AVAILABLE DATA →

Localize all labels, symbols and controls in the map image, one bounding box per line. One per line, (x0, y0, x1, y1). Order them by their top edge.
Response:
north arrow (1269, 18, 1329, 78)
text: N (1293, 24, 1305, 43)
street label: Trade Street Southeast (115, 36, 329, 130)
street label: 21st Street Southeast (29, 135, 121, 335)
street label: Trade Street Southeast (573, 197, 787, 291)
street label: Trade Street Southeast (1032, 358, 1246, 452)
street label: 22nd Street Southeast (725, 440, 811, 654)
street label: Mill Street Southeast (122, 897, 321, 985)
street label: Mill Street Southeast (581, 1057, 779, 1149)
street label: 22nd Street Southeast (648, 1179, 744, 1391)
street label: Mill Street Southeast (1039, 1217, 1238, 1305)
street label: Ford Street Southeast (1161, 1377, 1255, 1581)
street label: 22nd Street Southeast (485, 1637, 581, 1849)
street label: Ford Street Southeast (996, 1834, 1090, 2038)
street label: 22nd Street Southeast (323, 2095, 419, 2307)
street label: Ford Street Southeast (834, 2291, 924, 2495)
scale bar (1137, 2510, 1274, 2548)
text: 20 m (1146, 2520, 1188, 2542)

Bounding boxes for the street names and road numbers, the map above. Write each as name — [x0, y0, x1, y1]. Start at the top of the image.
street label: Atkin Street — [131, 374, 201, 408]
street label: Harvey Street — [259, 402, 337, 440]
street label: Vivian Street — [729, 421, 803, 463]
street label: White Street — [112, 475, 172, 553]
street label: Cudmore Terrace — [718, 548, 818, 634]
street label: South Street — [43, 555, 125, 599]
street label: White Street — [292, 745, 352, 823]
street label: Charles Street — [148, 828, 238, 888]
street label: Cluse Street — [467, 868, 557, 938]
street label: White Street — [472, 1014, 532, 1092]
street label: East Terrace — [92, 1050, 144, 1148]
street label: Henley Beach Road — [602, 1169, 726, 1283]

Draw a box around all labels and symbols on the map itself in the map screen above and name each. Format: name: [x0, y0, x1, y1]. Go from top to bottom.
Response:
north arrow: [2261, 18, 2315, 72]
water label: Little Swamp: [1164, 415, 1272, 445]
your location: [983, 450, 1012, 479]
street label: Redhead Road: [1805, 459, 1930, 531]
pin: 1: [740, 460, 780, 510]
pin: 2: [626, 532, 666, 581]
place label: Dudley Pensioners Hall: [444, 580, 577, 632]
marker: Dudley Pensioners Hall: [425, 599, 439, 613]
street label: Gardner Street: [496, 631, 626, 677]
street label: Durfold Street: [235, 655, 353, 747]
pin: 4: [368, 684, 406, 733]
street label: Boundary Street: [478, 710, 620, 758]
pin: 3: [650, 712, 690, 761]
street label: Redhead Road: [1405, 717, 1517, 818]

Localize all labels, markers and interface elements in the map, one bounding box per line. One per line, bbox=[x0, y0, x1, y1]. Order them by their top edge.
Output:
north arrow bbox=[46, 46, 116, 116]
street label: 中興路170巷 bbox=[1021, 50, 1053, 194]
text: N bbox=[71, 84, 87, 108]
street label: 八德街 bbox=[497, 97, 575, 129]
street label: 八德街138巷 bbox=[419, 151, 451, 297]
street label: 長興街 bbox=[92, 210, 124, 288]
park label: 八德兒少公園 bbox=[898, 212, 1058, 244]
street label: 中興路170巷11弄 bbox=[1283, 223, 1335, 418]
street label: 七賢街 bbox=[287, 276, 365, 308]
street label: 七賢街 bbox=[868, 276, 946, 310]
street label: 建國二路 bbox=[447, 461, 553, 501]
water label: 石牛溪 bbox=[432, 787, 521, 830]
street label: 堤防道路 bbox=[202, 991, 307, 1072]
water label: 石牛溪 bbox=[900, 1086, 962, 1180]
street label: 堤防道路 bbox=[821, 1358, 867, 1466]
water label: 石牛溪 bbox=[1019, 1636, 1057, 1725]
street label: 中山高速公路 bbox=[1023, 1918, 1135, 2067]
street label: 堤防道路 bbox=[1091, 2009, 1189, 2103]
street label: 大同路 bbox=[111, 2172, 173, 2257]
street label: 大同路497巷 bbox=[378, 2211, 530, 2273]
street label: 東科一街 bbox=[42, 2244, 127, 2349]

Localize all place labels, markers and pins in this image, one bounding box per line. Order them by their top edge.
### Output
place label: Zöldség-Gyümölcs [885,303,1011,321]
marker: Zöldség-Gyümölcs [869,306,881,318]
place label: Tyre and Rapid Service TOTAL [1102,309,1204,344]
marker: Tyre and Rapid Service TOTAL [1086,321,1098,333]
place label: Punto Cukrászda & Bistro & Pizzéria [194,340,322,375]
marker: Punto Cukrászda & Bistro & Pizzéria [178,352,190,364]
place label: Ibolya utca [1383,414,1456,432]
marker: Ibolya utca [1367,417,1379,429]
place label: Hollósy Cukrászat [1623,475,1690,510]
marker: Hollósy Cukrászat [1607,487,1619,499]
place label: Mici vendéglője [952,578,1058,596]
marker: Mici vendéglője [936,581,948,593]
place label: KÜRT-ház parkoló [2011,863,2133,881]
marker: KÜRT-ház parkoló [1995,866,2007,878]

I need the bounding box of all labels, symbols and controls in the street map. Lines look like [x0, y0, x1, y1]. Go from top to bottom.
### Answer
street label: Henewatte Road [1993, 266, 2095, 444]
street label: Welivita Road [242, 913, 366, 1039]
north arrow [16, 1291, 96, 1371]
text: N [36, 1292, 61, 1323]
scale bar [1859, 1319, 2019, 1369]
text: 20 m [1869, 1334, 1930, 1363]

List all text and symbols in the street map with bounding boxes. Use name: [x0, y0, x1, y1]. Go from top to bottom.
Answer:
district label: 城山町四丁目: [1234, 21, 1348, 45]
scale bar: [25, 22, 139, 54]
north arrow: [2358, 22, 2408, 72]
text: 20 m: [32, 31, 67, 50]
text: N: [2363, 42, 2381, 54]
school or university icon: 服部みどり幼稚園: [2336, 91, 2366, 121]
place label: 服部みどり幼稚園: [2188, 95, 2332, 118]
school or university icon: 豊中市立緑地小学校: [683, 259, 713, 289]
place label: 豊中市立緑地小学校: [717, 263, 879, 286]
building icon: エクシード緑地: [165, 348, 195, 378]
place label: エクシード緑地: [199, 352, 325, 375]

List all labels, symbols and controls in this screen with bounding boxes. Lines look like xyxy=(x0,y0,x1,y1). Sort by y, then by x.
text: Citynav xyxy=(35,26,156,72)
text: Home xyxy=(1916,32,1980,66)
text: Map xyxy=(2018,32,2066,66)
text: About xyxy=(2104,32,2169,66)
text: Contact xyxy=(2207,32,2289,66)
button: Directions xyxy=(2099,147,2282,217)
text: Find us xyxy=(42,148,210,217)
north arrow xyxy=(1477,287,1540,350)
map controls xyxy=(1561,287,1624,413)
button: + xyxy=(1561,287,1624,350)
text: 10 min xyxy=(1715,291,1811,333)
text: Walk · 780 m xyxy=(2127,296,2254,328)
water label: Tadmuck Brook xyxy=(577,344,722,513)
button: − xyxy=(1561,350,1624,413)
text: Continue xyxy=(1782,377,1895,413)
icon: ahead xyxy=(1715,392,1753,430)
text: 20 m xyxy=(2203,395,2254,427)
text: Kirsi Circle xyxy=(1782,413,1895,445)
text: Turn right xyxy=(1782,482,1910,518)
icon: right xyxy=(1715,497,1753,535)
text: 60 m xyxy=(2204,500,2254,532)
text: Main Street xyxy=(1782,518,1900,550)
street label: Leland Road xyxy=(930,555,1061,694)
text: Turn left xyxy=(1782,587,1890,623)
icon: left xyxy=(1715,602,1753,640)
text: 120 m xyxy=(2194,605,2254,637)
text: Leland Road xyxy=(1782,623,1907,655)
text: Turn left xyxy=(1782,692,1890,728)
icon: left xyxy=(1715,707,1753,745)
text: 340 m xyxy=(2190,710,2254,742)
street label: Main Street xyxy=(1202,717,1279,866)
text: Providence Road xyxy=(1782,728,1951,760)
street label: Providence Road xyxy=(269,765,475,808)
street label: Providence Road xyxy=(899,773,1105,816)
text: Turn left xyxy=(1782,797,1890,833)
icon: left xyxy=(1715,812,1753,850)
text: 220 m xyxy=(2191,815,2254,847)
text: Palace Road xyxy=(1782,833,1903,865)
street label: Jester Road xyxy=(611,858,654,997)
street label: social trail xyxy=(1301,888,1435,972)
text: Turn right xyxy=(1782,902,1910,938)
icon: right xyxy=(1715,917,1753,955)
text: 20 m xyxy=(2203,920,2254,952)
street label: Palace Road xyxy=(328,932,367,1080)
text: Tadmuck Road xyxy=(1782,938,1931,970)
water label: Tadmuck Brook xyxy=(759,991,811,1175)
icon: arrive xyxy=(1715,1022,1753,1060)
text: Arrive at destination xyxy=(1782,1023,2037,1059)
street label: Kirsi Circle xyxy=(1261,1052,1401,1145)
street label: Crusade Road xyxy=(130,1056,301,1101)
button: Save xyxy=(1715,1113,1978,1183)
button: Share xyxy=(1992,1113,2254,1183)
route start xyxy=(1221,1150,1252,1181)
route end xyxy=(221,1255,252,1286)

PROMPT → Each line of the data in which the string "their" appears needs to be copied.

RESPONSE BELOW →
Localize all labels, symbols and controls in the map image, one bounding box per line. One per line, (x0, y0, x1, y1). Order them by their top edge.
Localize all labels, markers and interface elements in the map, one bounding box per line. One per line, bbox=[x0, y0, x1, y1]. Order them by their top edge.
Localize all place labels, markers and pins in this image, one bounding box per line. Order them by their top edge.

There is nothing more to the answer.